Editor's note: Ken Moak taught economic theory, public policy and globalization at the university level for 33 years. The article reflects the author's opinions, and not necessarily the views of CGTN.
In light of India and Brazil becoming increasingly antagonistic towards China, one can be forgiven for suggesting the BRICS club of major emerging economies might be falling apart. A house divided cannot be expected to stand, after all.
In 2001, Jim O'Neill, the executive of Goldman Sachs, coined the acronym BRIC (Brazil, Russia, India and China), suggesting that the four major developing economies would one day replace the G7 countries (comprising the U.S., the UK, Germany, Japan, France, Italy and Canada) as the world's biggest economic club.
At that time, the BRIC had over 40 percent of the world's population and 20 percent of its GDP in purchasing power parity (PPP) terms. Their average country growth rate was almost five percent, more than twice that of the G7's less than two percent.
China, Brazil, India and Russia formalized the BRIC in 2006 and held its first meeting in 2009. South Africa was invited by China to join in 2010, expanding it to all five continents and renaming it BRICS.
Since then, BRICS has come a long way, surpassing the G7 in PPP terms with a combined GDP of $37 trillion compared to that of the G7 nations' $34 trillion in 2019. Along the way, the five economies instituted the New Development Bank and Contingency Reserve Arrangement, respectively a development bank and fund to help nations weather short-term currency issues.
China played a large role in making the BRICS what it is today. Its 2008 stimulus package had significant spillover benefits on Brazil, Russia and to lesser extent, India. China purchased large quantities of resources from Brazil and Russia and some from India to build infrastructures, and implement other economic and employment enhancing projects.
The economic and trade relationships expanded since then with massive Chinese investment in the resources and infrastructure sectors through the Belt and Road Initiative. For example, trade with China enhanced economic growth and improved people's livelihood in India. Chinese-made consumer goods such as smartphones and televisions were affordable and in high demand, attracting new businesses.

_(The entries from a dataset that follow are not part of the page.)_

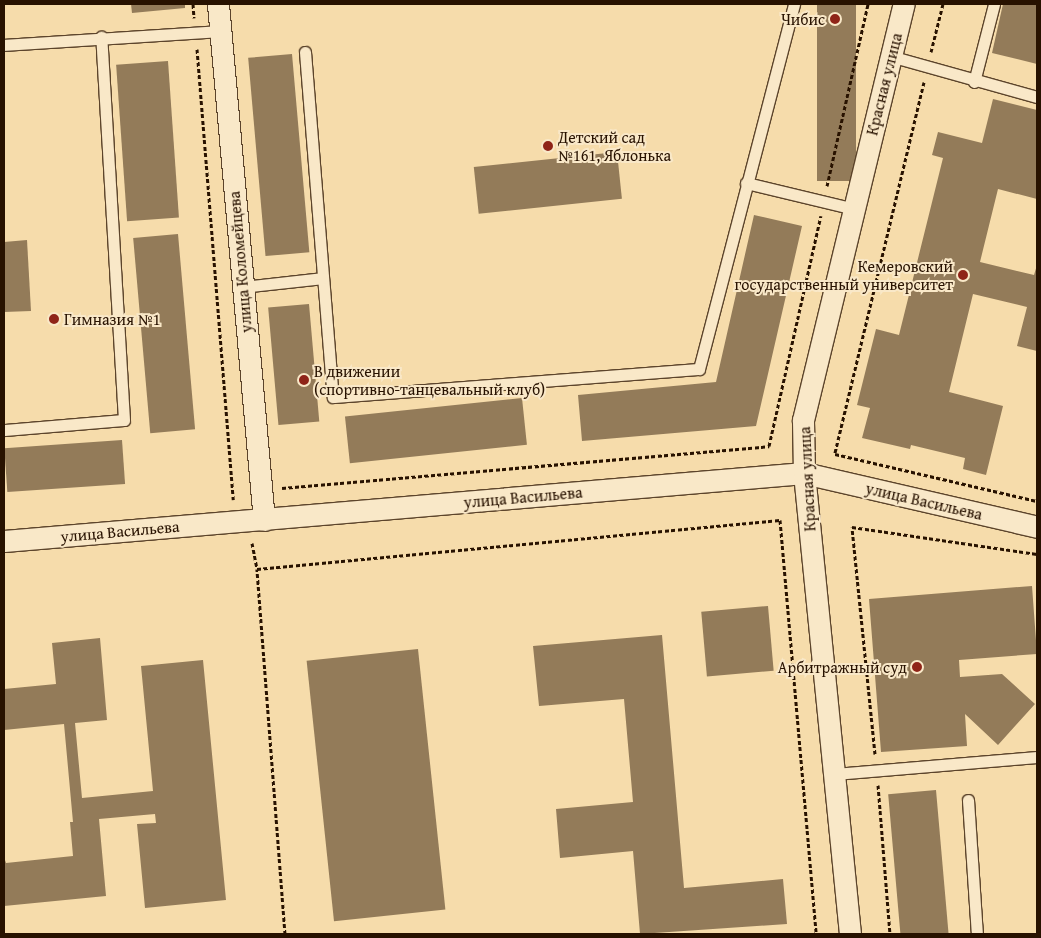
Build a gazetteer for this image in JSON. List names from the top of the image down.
{
  "streets": {
    "street": ["Красная улица", "улица Коломейцева", "улица Васильева"]
  },
  "crossings": [
    ["Красная улица", "улица Васильева"],
    ["улица Коломейцева", "улица Васильева"]
  ],
  "places": [
    "Чибис",
    "Детский сад №161, Яблонька",
    "Кемеровский государственный университет",
    "Гимназия №1",
    "В движении (спортивно-танцевальный клуб)",
    "Арбитражный суд"
  ]
}
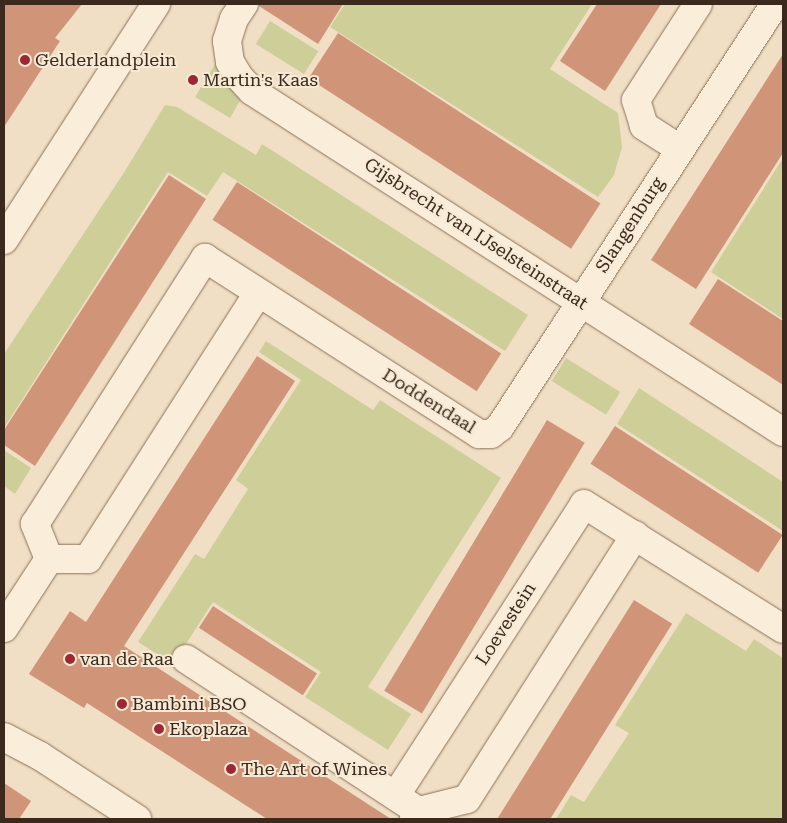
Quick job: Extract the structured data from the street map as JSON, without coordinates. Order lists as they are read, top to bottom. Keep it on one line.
{"streets":{"street":["Slangenburg","Gijsbrecht van IJselsteinstraat","Doddendaal","Loevestein"]},"crossings":[["Slangenburg","Gijsbrecht van IJselsteinstraat"],["Slangenburg","Doddendaal"],["Gijsbrecht van IJselsteinstraat","Doddendaal"]],"places":["Gelderlandplein","Martin's Kaas","van de Raa","Bambini BSO","Ekoplaza","The Art of Wines"]}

One could therefore argue BRICS is a "marriage made in heaven" because members can help each other in realizing their economic potential. The economies are highly complementary, with Russia, India, South Africa and Brazil fueling and sustaining China's manufacturing comparative advantage with their massive endowments of oil, gas, iron ore and other resources.

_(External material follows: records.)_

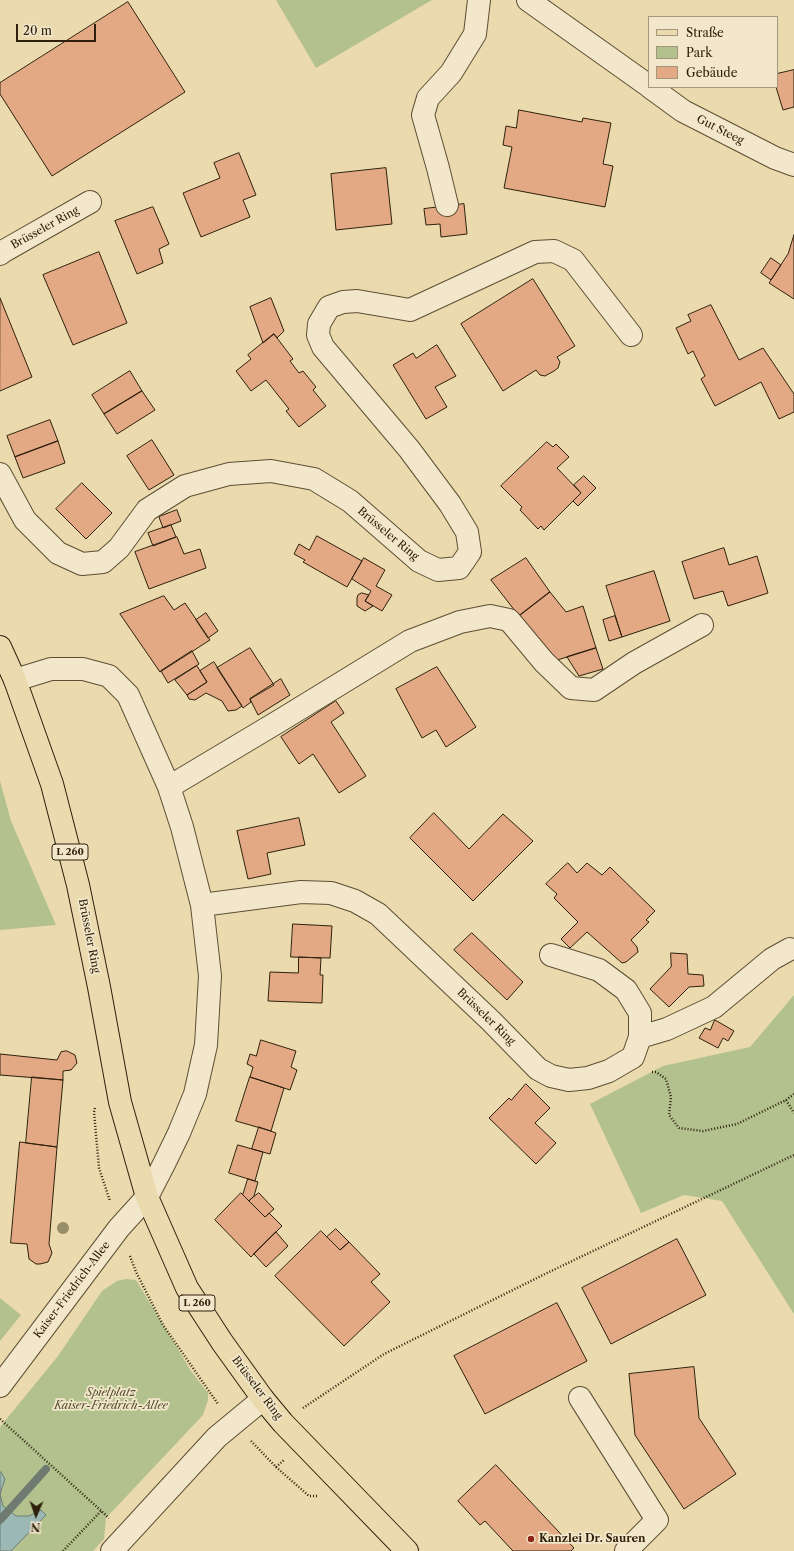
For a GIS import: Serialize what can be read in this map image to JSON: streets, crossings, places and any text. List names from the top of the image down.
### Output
{
  "streets": {
    "main road": ["Brüsseler Ring", "L 260"],
    "street": ["Gut Steeg", "Kaiser-Friedrich-Allee"]
  },
  "crossings": [
    ["Brüsseler Ring", "Kaiser-Friedrich-Allee"]
  ],
  "parks": ["Spielplatz Kaiser-Friedrich-Allee"],
  "places": ["Kanzlei Dr. Sauren"],
  "legend": ["Straße", "Park", "Gebäude"],
  "scale_bar": "20 m",
  "north": "bottom"
}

Paranagua Container Terminal (TCP) in Paranagua, Brazil, August 27, 2018. /Xinhua
Paranagua Container Terminal (TCP) in Paranagua, Brazil, August 27, 2018. /Xinhua
China has the resources and expertise to build its four partners' infrastructure networks and invest in their industries. And with their combined huge population of almost three billion, inter-BRICS trade would bring enormous economies of scale, competitiveness and long-term sustainable economic growth.

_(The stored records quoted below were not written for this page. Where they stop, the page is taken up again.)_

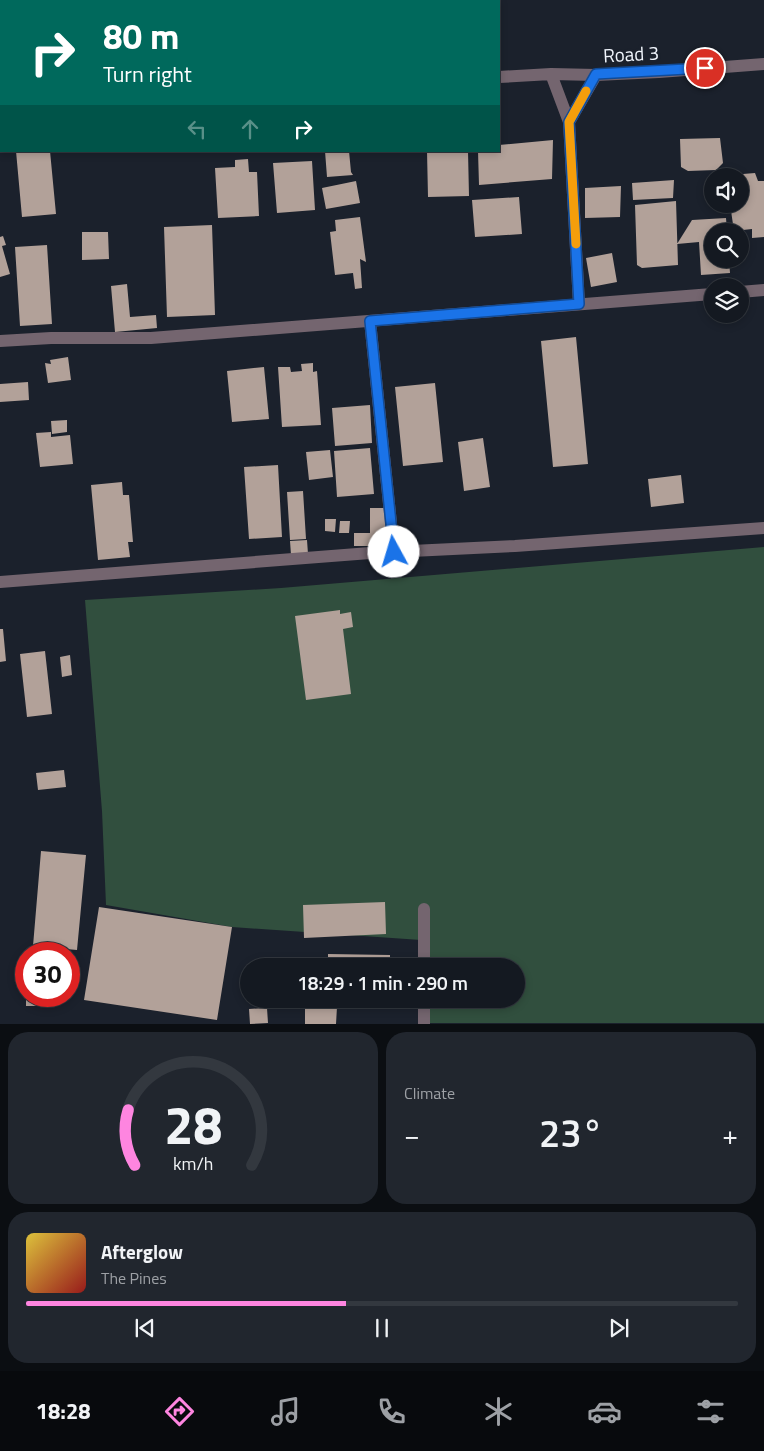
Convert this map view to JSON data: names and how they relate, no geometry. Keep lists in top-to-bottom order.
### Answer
{
  "streets": {
    "street": ["Road 3"]
  },
  "page": {
    "turn": ["80 m", "Turn right"],
    "limit": "30",
    "trip": "18:29 · 1 min · 290 m",
    "tile": "Climate",
    "heat": ["−", "23°", "+"],
    "song": ["Afterglow", "The Pines"],
    "tabs": "18:28",
    "gauge": ["28", "km/h"]
  }
}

However, India and Brazil viewing China a "threat" rather than an "opportunity" could risk BRICS falling apart. Indian Prime Minister Narendra Modi walked away from the Regional Comprehensive Economic Partnership mostly because India fears that China will "hurt its manufacturing," while Brazilian President Jair Bolsonaro's anti-China sentiment was based largely on ideology.
Bolsonaro ran on an anti-China platform, accusing China of trying to "own" his country. Though softened after elections because China is Brazil's biggest or major customer and investor, his anti-China sentiments remain intact.
Bolsonaro blocked Chinese technology firms Huawei and ZTE from participating in the country's 5G rollout and vowed not to buy SinoVac's COVID-19 vaccine. The refusal to buy Chinese vaccine was opposed by the country's vice president and other politicians.
Modi's anti-China stance was largely driven by rising anti-China sentiments, the COVID-19 pandemic and faltering economy. The Reserve Bank of India estimated that Modi's ill-advised 2016 "demonetization" policy of taking large currency notes out of circulation cost 1.5 million jobs and reduced GDP by nearly one percentage point. The surge of the COVID-19 pandemic made the Reserve Bank project India's economy would contract by 11 percent in 2020.
Furthermore, deciding to partner with the U.S. by joining the quadrilateral security arrangement (QUAD) and signing a defense pact with America, Modi hopes that it would better serve India's national interests.
However, playing the "China card" could backfire on Modi and Bolsonaro. Help from developed countries, including the U.S., might not be forthcoming because they are having problems of their own.
Europe is struggling to curb a second wave of COVID-19, forcing the continent's major economies to further lockdowns. The number of daily U.S. COVID-19 infections remain uncontrollable, sinking its economy further down. The same is true in Australia and Japan.
In short, "decoupling" from China could "deep freeze" their economies, possibly costing Modi and Bolsonaro their jobs in the next election. But Modi and Bolsonaro are populist politicians desiring a good legacy, putting national interests over theirs. For this reason, BRICS could live for another day. The BRICS summit on November 17 could shed more light on the matter.